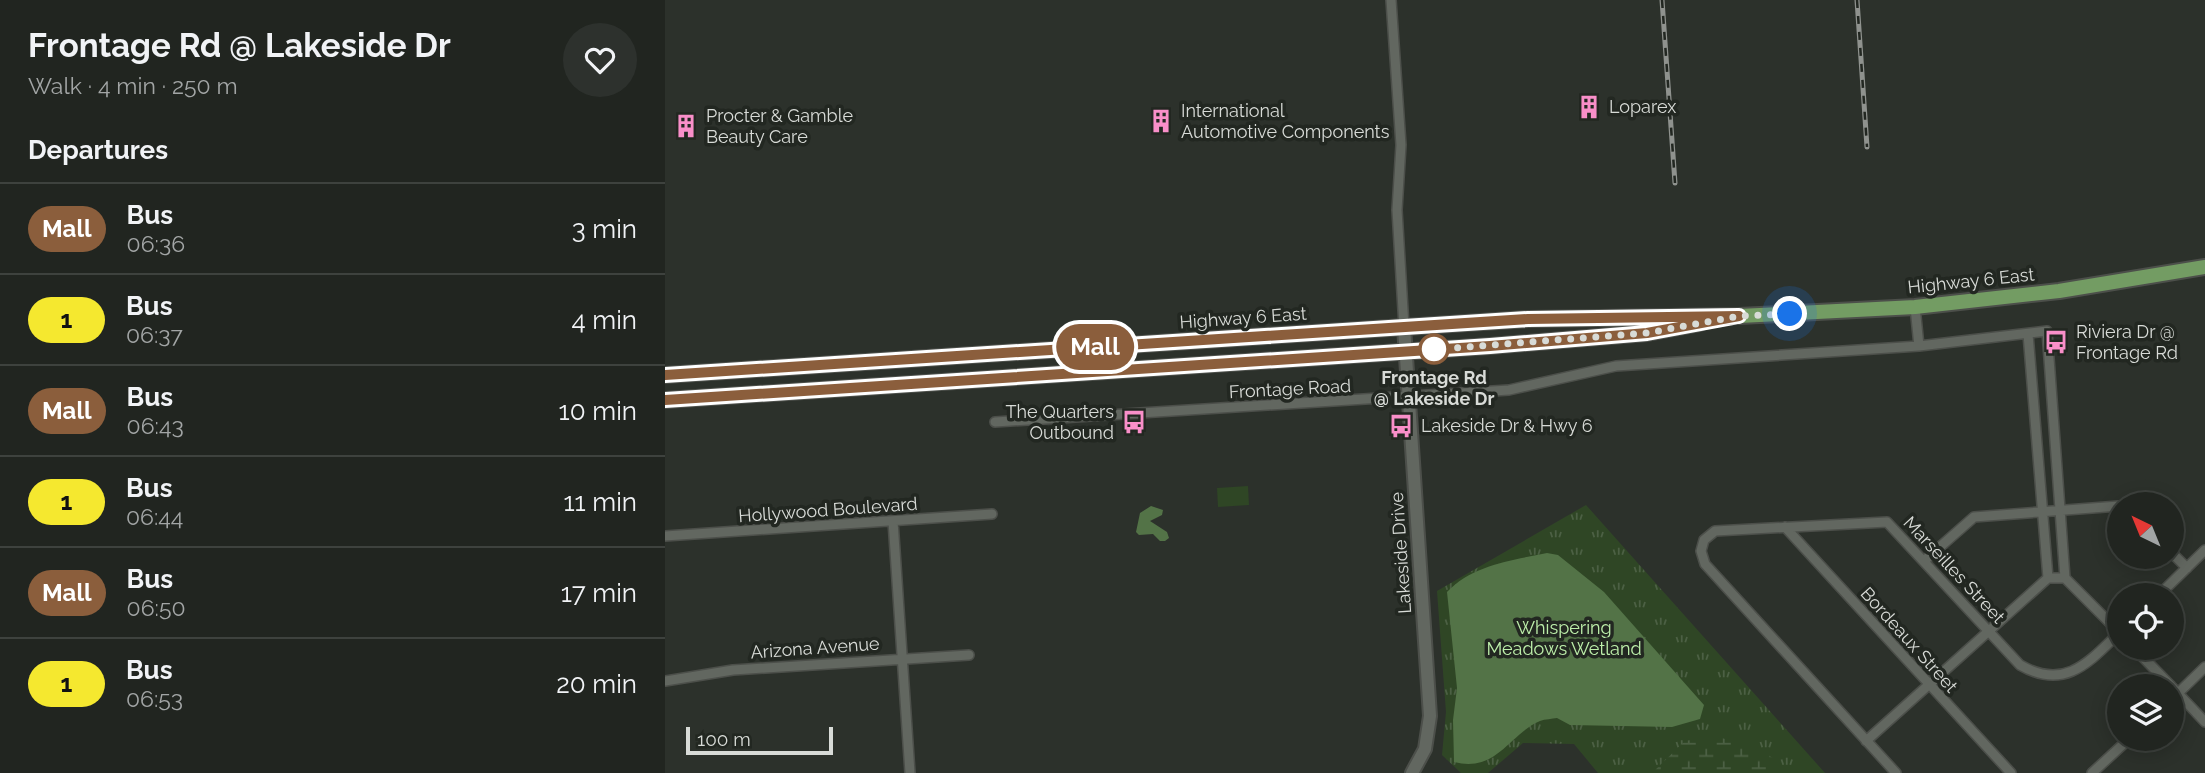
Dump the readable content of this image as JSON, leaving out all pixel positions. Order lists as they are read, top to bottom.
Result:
{
  "streets": {
    "main road": ["Highway 6 East"],
    "street": [
      "Frontage Road",
      "Hollywood Boulevard",
      "Lakeside Drive",
      "Marseilles Street",
      "Bordeaux Street",
      "Arizona Avenue"
    ]
  },
  "crossings": [
    ["Highway 6 East", "Lakeside Drive"],
    ["Frontage Road", "Lakeside Drive"],
    ["Marseilles Street", "Bordeaux Street"]
  ],
  "parks": ["Whispering Meadows Wetland"],
  "places": {
    "building": ["Loparex", "International Automotive Components", "Procter & Gamble Beauty Care"],
    "bus stop": ["Riviera Dr @ Frontage Rd", "The Quarters Outbound", "Lakeside Dr & Hwy 6"],
    "other": ["Frontage Rd @ Lakeside Dr"]
  },
  "lines": ["bus line Mall"],
  "scale_bar": "100 m",
  "north": "top left",
  "page": {
    "heading": [
      ["Frontage Rd @ Lakeside Dr", "Walk · 4 min · 250 m"],
      "Departures"
    ],
    "on_map": "Mall",
    "list": [
      {
        "mark": "Mall",
        "name": "Bus",
        "note": "06:36",
        "value": "3 min"
      },
      {
        "mark": "1",
        "name": "Bus",
        "note": "06:37",
        "value": "4 min"
      },
      {
        "mark": "Mall",
        "name": "Bus",
        "note": "06:43",
        "value": "10 min"
      },
      {
        "mark": "1",
        "name": "Bus",
        "note": "06:44",
        "value": "11 min"
      },
      {
        "mark": "Mall",
        "name": "Bus",
        "note": "06:50",
        "value": "17 min"
      },
      {
        "mark": "1",
        "name": "Bus",
        "note": "06:53",
        "value": "20 min"
      }
    ],
    "scale": "100 m"
  }
}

========================================

## Task brief
Give all of the material again, exactly, apart from the pictures.

## Output
Dump the readable content of this image as JSON, leaving out all pixel positions. Order lists as they are read, top to bottom.
Result:
{
  "streets": {
    "main road": ["Highway 6 East"],
    "street": [
      "Frontage Road",
      "Hollywood Boulevard",
      "Lakeside Drive",
      "Marseilles Street",
      "Bordeaux Street",
      "Arizona Avenue"
    ]
  },
  "crossings": [
    ["Highway 6 East", "Lakeside Drive"],
    ["Frontage Road", "Lakeside Drive"],
    ["Marseilles Street", "Bordeaux Street"]
  ],
  "parks": ["Whispering Meadows Wetland"],
  "places": {
    "building": ["Loparex", "International Automotive Components", "Procter & Gamble Beauty Care"],
    "bus stop": ["Riviera Dr @ Frontage Rd", "The Quarters Outbound", "Lakeside Dr & Hwy 6"],
    "other": ["Frontage Rd @ Lakeside Dr"]
  },
  "lines": ["bus line Mall"],
  "scale_bar": "100 m",
  "north": "top left",
  "page": {
    "heading": [
      ["Frontage Rd @ Lakeside Dr", "Walk · 4 min · 250 m"],
      "Departures"
    ],
    "on_map": "Mall",
    "list": [
      {
        "mark": "Mall",
        "name": "Bus",
        "note": "06:36",
        "value": "3 min"
      },
      {
        "mark": "1",
        "name": "Bus",
        "note": "06:37",
        "value": "4 min"
      },
      {
        "mark": "Mall",
        "name": "Bus",
        "note": "06:43",
        "value": "10 min"
      },
      {
        "mark": "1",
        "name": "Bus",
        "note": "06:44",
        "value": "11 min"
      },
      {
        "mark": "Mall",
        "name": "Bus",
        "note": "06:50",
        "value": "17 min"
      },
      {
        "mark": "1",
        "name": "Bus",
        "note": "06:53",
        "value": "20 min"
      }
    ],
    "scale": "100 m"
  }
}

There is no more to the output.